For the entries below, repeat exactly each line starting with the one that contains "dot.arc(x, y, r, 0, 2 * Math.PI);" and going on through the one that contains "g.fillStyle = '#efe5d0';", and no others.

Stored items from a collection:
====

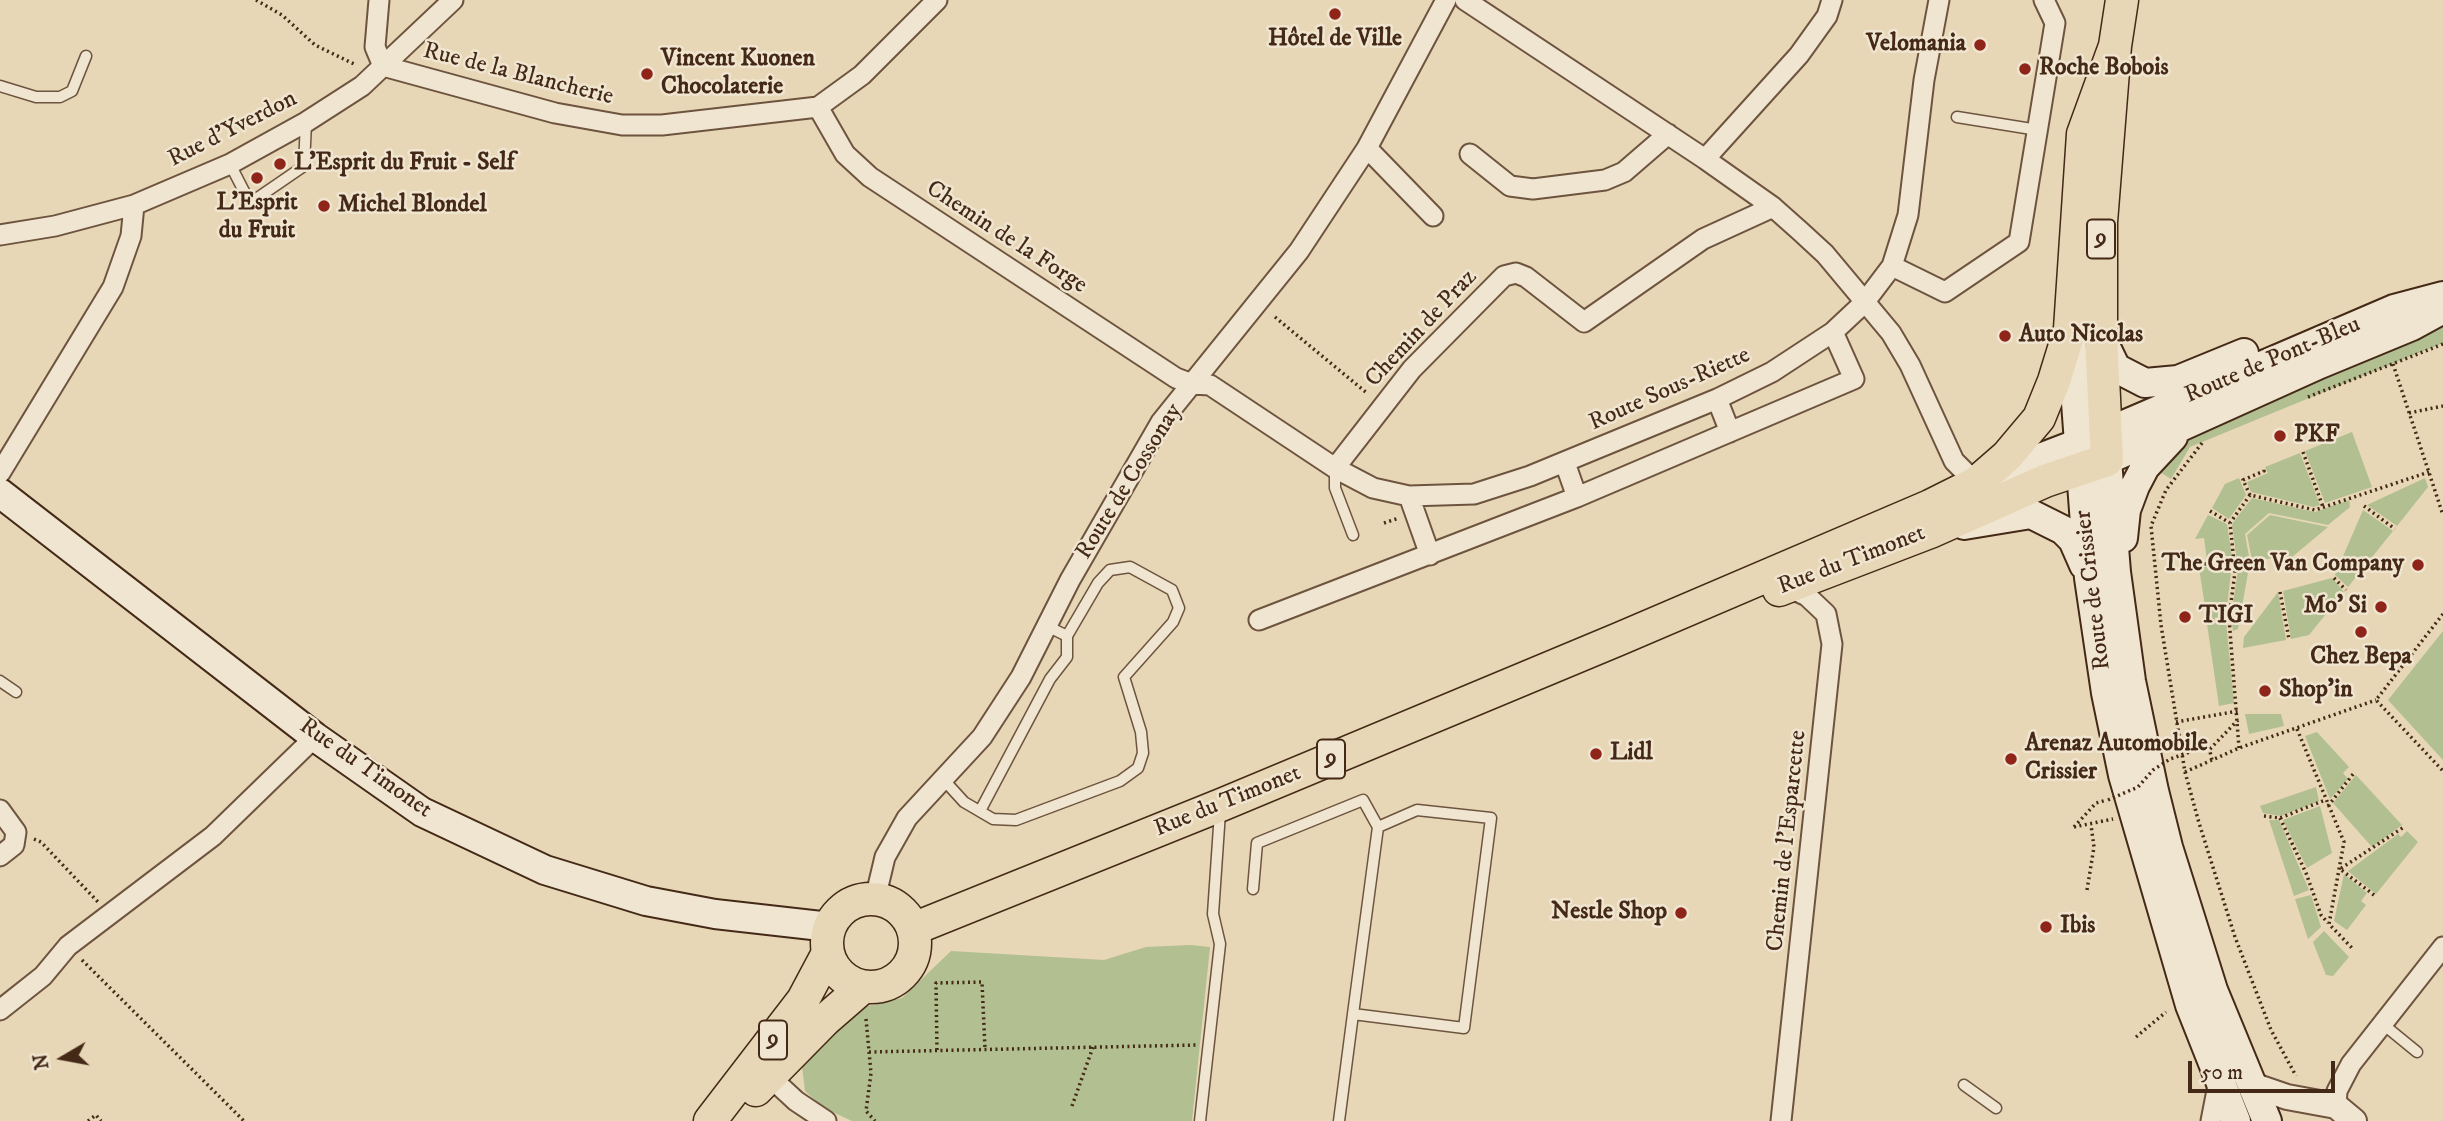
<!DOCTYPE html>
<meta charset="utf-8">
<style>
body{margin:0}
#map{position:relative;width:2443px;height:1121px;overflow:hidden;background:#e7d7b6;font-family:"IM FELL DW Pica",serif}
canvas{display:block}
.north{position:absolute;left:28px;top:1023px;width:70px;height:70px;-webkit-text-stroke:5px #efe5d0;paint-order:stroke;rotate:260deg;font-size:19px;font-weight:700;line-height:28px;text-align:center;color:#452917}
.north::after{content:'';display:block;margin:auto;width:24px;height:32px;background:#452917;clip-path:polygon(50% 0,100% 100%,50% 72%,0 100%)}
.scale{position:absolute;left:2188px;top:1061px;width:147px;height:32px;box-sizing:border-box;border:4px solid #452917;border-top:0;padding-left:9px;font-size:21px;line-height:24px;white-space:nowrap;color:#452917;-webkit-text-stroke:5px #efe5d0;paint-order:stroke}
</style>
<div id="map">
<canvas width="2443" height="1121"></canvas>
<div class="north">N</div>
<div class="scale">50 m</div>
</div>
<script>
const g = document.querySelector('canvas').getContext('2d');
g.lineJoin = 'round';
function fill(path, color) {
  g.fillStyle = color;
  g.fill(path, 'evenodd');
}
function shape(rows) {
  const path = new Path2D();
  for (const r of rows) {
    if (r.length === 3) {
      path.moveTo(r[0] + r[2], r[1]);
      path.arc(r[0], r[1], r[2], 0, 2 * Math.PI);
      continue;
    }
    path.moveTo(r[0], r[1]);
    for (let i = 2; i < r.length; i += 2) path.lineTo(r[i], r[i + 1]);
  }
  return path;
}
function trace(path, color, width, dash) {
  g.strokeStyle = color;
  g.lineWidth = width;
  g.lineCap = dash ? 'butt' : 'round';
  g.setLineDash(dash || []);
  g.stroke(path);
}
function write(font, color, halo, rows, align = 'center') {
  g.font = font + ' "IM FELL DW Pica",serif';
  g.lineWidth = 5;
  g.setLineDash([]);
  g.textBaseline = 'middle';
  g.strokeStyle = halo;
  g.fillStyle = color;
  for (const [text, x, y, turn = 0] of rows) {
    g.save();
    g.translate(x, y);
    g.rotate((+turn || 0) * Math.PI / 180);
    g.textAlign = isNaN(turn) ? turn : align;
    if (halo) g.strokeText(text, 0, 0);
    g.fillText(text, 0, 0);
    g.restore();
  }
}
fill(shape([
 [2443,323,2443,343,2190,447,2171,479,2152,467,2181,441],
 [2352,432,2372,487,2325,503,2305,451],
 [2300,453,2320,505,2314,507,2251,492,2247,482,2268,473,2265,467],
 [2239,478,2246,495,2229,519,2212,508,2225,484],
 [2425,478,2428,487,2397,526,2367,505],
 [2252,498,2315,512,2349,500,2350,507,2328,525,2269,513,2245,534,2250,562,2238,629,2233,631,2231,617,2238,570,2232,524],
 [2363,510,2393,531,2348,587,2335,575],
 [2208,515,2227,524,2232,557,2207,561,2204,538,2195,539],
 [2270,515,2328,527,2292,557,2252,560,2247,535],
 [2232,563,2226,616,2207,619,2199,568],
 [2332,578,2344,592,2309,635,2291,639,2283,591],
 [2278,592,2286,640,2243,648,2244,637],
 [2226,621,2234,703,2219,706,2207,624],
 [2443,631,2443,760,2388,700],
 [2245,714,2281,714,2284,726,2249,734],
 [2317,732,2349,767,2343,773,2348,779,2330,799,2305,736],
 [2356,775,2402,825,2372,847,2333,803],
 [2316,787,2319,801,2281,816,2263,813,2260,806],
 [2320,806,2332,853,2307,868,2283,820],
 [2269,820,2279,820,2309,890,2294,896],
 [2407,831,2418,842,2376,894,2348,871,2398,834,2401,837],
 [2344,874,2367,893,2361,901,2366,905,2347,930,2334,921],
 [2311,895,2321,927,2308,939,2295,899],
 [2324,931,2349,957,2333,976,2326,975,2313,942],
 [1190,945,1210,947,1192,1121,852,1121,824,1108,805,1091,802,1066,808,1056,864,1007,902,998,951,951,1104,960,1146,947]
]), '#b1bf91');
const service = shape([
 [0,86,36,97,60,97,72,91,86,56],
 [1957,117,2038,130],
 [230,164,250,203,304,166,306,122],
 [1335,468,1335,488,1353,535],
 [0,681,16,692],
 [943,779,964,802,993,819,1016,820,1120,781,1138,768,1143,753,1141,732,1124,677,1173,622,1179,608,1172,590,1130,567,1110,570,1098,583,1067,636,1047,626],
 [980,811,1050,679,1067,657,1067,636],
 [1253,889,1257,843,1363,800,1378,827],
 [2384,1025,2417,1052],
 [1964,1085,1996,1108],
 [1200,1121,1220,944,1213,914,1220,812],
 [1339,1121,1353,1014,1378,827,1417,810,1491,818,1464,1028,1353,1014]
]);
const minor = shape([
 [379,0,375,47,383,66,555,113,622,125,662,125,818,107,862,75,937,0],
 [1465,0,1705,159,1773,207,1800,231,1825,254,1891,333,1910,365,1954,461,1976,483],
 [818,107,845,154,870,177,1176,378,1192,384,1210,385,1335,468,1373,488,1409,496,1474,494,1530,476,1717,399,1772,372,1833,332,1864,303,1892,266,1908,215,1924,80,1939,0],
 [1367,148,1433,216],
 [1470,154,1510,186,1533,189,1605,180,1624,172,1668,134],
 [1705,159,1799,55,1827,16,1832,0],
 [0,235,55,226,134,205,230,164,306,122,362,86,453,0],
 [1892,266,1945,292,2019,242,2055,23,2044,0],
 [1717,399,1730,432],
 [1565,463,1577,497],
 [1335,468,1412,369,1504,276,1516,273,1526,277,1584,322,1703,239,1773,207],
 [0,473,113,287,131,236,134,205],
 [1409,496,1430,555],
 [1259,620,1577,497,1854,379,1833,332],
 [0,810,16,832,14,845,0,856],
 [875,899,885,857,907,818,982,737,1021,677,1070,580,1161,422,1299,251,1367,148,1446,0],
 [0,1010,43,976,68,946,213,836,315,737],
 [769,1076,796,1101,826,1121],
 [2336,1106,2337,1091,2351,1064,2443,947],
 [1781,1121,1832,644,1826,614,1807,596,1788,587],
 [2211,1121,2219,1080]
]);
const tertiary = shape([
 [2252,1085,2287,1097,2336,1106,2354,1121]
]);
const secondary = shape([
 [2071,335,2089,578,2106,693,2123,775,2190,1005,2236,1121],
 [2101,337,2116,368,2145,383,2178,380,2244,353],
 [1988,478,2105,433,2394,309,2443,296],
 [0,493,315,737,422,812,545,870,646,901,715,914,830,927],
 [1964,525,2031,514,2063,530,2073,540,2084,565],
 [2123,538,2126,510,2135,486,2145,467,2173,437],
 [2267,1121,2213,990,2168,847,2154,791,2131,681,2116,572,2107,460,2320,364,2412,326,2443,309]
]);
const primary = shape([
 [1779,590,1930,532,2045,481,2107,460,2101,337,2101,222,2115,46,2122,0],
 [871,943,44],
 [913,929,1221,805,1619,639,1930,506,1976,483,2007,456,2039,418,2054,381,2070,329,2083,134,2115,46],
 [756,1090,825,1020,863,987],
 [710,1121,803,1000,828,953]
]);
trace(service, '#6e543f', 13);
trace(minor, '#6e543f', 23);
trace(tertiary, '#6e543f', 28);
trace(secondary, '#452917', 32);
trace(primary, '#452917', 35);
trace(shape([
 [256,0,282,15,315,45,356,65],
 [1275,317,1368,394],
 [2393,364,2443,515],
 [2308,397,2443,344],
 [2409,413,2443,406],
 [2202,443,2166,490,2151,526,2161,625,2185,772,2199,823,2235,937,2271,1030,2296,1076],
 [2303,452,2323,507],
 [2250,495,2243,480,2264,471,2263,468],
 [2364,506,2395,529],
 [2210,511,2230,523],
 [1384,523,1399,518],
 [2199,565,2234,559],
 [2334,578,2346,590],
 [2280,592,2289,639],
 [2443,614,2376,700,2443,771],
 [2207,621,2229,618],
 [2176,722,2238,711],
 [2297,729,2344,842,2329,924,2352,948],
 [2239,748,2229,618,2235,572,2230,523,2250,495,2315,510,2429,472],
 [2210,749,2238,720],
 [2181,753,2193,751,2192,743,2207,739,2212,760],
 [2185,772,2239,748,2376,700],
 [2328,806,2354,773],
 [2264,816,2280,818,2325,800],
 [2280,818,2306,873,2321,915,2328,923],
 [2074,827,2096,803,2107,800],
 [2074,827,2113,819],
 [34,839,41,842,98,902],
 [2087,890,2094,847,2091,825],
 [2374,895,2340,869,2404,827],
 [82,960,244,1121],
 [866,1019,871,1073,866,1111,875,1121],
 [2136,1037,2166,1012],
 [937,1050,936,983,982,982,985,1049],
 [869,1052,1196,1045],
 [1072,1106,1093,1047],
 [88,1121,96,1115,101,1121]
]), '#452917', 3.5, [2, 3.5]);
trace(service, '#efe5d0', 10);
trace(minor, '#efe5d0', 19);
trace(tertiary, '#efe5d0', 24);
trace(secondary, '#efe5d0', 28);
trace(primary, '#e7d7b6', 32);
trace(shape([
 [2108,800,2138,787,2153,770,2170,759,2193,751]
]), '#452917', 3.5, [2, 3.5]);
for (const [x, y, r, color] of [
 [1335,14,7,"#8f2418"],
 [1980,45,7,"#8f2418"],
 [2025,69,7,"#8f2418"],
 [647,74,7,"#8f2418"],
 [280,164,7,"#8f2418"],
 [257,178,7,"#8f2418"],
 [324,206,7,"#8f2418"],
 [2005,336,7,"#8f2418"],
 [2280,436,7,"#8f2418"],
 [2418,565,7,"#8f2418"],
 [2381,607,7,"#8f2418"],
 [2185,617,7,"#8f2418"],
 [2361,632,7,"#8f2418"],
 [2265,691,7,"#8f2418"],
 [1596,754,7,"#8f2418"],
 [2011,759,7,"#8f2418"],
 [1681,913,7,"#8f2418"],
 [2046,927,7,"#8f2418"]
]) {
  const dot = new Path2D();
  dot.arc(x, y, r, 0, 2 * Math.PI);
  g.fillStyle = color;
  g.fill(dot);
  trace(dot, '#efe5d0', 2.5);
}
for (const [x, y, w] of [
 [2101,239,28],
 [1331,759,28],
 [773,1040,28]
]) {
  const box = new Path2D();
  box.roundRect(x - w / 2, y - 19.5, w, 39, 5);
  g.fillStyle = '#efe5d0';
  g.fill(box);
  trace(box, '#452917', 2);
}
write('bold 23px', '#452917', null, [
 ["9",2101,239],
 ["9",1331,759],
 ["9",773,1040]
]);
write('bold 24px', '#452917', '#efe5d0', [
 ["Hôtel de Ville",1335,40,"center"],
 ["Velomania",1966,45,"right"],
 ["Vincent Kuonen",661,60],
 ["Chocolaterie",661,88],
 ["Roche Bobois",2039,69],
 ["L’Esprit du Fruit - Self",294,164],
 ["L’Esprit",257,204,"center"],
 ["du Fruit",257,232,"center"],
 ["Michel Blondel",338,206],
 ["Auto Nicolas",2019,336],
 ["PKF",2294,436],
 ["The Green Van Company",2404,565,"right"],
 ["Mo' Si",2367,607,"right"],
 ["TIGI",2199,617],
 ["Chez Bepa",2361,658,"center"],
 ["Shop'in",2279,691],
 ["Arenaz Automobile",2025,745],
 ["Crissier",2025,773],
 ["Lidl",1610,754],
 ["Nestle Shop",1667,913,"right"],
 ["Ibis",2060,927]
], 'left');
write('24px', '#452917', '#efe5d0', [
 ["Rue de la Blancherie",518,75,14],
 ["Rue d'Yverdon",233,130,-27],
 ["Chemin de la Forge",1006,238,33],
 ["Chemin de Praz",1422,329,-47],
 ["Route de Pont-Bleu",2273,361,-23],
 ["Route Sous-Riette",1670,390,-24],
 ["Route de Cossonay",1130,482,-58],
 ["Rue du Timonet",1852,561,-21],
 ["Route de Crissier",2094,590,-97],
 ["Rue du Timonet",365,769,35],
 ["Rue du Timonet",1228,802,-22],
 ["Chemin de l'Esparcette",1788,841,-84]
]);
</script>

====

Answer space =
  dot.arc(x, y, r, 0, 2 * Math.PI);
  g.fillStyle = color;
  g.fill(dot);
  trace(dot, '#efe5d0', 2.5);
}
for (const [x, y, w] of [
 [2101,239,28],
 [1331,759,28],
 [773,1040,28]
]) {
  const box = new Path2D();
  box.roundRect(x - w / 2, y - 19.5, w, 39, 5);
  g.fillStyle = '#efe5d0';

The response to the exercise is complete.